EXERCISE DESCRIPTION: Retype, word for word, every line from the one holding "2426,735 L 2426,828" through the one holding "760,100 L 767,100" in the entries below, both included, and only those lines.

DATASET RECORDS:
......
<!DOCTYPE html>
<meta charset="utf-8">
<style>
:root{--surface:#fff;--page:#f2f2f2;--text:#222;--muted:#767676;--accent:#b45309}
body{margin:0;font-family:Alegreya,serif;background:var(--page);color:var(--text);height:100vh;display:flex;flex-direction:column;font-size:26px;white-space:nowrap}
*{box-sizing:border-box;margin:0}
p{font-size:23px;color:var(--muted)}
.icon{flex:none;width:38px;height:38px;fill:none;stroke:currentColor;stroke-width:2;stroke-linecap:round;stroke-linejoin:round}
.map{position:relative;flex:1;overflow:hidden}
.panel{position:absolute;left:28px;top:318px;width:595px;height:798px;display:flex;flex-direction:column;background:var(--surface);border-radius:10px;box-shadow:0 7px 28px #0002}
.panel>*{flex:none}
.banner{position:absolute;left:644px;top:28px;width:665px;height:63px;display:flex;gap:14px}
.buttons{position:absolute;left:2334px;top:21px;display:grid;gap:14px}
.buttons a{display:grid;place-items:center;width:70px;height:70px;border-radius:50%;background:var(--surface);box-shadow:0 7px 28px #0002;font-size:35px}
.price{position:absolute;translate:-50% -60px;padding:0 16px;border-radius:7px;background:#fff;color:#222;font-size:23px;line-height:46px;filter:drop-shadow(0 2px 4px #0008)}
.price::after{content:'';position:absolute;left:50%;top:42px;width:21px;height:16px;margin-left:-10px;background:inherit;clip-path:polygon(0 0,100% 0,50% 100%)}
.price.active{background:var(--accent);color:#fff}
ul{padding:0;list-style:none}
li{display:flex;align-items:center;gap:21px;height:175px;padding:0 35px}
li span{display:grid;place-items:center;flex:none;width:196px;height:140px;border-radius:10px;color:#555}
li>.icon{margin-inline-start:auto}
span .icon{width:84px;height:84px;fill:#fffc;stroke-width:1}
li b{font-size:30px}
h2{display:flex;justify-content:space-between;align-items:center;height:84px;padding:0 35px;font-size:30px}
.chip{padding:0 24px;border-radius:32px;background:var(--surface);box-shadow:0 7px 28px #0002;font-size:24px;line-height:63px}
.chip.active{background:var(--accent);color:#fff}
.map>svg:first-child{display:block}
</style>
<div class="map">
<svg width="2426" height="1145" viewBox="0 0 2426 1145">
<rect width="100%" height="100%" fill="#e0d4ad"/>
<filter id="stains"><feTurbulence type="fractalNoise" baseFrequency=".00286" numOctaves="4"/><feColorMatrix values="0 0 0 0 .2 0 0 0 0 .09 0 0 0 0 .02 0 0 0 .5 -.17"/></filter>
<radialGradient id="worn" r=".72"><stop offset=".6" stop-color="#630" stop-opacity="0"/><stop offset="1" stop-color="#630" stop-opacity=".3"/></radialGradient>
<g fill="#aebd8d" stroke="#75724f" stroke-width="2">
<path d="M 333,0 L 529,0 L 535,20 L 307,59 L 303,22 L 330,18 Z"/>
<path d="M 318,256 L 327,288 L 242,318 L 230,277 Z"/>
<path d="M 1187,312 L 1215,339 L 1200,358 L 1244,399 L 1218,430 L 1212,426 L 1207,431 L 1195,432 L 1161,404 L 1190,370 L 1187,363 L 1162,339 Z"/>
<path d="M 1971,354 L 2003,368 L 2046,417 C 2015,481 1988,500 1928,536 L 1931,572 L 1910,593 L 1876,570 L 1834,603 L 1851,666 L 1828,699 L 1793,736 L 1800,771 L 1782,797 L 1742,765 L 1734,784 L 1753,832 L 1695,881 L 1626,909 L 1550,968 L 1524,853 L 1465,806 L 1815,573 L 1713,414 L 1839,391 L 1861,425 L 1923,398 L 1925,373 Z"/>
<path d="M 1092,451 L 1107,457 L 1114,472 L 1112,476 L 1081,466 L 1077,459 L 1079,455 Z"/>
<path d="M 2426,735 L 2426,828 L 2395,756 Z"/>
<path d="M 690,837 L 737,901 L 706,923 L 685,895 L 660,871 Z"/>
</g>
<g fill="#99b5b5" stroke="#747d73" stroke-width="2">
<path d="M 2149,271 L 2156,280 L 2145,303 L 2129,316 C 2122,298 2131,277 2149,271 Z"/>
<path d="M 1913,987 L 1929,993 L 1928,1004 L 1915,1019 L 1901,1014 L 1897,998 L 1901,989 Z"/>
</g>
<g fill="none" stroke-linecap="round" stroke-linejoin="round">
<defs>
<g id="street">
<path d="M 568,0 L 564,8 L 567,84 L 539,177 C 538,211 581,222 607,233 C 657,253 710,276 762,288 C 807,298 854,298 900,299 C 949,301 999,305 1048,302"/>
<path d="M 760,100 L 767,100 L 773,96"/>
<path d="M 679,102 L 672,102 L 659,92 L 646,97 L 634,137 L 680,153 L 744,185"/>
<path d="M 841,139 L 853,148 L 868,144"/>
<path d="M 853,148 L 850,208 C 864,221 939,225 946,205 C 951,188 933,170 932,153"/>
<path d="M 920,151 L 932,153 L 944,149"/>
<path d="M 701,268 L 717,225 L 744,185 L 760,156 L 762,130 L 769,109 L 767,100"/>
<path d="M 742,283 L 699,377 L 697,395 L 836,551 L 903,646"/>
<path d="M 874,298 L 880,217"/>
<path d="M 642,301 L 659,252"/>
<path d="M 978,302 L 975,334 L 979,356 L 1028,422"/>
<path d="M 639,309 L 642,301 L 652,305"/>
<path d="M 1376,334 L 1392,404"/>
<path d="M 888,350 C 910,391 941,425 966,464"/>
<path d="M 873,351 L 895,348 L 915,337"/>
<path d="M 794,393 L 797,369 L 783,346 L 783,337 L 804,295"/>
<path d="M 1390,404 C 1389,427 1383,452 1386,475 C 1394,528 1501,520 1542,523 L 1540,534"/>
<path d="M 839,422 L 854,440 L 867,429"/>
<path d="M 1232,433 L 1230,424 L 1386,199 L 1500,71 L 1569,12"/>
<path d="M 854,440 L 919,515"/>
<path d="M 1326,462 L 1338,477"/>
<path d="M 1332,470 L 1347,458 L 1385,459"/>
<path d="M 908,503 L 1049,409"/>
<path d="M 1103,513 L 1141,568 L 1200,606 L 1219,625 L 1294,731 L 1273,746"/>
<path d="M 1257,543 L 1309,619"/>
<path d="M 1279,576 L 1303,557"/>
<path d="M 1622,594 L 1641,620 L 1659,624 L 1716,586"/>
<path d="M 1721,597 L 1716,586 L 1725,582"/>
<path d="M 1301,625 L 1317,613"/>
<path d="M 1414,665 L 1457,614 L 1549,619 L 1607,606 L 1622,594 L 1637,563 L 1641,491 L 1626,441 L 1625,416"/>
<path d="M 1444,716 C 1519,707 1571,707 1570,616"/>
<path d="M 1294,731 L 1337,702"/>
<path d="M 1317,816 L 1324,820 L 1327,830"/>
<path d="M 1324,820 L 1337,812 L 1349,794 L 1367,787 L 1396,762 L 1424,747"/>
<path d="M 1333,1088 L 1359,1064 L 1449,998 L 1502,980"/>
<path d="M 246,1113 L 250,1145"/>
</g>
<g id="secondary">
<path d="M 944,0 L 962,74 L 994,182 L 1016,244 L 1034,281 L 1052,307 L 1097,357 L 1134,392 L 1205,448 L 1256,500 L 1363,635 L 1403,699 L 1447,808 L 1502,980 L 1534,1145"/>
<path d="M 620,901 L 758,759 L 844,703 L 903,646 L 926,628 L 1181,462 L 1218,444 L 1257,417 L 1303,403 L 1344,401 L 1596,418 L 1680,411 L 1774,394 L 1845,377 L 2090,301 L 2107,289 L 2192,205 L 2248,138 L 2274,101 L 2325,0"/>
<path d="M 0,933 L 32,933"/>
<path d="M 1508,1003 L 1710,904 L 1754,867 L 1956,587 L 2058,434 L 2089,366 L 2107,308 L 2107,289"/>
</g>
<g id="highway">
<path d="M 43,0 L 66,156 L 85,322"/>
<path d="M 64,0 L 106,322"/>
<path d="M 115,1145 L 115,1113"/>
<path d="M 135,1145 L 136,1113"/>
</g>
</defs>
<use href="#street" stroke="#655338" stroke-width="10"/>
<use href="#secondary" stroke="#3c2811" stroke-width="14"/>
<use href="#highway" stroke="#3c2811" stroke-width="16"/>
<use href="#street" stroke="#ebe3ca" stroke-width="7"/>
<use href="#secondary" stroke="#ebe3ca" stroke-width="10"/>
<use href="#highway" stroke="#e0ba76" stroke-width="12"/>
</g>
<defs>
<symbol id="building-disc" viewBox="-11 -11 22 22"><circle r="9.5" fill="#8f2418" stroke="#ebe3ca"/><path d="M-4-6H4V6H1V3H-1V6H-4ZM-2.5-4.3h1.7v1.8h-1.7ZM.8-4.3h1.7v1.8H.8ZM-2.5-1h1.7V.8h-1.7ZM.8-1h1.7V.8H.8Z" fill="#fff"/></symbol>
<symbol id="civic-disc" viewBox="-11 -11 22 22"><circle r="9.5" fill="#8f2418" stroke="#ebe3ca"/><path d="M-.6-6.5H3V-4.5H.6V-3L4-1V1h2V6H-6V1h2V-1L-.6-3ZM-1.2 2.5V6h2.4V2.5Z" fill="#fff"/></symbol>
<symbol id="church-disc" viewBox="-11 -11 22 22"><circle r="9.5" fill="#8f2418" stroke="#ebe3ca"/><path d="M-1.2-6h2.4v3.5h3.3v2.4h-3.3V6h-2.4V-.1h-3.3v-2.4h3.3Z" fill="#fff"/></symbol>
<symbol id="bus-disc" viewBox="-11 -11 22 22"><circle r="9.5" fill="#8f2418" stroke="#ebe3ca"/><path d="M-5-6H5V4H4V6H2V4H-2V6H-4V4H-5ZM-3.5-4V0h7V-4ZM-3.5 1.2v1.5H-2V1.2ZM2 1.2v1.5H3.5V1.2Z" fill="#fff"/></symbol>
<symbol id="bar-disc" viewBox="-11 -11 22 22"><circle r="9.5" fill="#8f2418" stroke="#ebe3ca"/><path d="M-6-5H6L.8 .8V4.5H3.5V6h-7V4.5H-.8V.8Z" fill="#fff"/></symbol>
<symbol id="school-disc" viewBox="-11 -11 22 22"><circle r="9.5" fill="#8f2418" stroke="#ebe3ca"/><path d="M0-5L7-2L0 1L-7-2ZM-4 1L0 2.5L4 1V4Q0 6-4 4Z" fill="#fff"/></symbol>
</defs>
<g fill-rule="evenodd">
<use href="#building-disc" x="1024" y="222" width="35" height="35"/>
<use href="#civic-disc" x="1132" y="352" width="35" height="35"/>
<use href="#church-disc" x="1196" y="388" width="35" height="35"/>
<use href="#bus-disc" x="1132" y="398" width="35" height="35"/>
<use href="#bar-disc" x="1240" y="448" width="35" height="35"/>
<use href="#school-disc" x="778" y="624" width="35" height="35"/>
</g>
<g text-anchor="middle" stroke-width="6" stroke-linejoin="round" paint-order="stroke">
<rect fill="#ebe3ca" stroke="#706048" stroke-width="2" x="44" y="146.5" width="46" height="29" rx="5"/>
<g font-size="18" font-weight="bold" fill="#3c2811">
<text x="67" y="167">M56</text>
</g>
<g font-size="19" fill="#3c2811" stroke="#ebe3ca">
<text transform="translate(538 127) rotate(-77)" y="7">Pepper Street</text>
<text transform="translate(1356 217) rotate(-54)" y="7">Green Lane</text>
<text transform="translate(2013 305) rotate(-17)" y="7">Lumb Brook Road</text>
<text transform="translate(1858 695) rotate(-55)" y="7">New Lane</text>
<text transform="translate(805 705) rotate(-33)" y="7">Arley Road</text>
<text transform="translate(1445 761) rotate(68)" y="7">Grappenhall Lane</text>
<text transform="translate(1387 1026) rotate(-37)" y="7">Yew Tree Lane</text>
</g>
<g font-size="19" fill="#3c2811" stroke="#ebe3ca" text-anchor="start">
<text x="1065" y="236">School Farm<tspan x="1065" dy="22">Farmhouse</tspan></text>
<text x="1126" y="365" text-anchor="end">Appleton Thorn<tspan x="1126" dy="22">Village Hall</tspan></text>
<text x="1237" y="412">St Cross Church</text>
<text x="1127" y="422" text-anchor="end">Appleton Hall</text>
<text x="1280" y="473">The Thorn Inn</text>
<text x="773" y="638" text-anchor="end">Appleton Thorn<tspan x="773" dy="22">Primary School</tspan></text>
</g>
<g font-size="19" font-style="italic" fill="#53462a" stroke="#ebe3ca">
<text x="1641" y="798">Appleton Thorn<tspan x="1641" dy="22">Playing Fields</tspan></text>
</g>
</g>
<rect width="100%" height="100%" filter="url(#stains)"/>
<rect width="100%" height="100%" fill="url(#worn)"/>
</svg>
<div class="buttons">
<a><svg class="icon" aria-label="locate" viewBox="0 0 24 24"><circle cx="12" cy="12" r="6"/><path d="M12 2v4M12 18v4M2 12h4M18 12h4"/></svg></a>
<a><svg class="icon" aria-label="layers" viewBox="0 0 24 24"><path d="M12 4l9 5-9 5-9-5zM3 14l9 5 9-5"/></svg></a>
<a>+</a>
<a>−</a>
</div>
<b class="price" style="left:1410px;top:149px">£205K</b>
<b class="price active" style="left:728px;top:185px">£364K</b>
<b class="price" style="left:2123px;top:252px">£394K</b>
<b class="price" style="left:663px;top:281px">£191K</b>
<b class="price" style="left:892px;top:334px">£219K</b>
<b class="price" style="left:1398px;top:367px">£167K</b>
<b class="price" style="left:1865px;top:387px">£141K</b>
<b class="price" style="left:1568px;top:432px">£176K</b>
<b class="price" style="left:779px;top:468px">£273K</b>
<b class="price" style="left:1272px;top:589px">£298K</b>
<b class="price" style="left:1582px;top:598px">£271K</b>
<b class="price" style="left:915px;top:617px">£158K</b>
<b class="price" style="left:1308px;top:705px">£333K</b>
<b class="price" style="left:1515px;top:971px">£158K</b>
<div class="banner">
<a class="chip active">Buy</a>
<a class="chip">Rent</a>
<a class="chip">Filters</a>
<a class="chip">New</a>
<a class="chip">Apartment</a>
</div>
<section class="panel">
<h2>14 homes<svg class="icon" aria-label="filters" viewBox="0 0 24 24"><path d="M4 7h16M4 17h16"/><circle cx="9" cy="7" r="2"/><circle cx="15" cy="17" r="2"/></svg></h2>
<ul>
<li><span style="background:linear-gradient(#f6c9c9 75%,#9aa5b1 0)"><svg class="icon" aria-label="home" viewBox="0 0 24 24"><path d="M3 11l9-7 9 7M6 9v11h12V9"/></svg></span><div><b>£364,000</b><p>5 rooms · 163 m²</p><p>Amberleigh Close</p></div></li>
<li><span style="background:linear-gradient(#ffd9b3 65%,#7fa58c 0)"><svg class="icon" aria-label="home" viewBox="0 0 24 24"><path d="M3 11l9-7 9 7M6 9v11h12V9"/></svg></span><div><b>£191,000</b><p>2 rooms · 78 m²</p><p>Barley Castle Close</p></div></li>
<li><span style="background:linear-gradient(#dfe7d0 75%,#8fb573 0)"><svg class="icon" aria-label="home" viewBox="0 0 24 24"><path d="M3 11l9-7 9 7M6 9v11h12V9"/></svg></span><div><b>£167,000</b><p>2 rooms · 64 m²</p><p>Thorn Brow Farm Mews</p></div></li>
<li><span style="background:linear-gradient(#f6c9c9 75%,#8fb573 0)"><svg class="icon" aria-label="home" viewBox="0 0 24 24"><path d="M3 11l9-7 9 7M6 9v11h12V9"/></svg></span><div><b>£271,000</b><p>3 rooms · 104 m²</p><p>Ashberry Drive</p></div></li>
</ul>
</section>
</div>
......
ANSWER TO THIS PROBLEM:
<path d="M 2426,735 L 2426,828 L 2395,756 Z"/>
<path d="M 690,837 L 737,901 L 706,923 L 685,895 L 660,871 Z"/>
</g>
<g fill="#99b5b5" stroke="#747d73" stroke-width="2">
<path d="M 2149,271 L 2156,280 L 2145,303 L 2129,316 C 2122,298 2131,277 2149,271 Z"/>
<path d="M 1913,987 L 1929,993 L 1928,1004 L 1915,1019 L 1901,1014 L 1897,998 L 1901,989 Z"/>
</g>
<g fill="none" stroke-linecap="round" stroke-linejoin="round">
<defs>
<g id="street">
<path d="M 568,0 L 564,8 L 567,84 L 539,177 C 538,211 581,222 607,233 C 657,253 710,276 762,288 C 807,298 854,298 900,299 C 949,301 999,305 1048,302"/>
<path d="M 760,100 L 767,100 L 773,96"/>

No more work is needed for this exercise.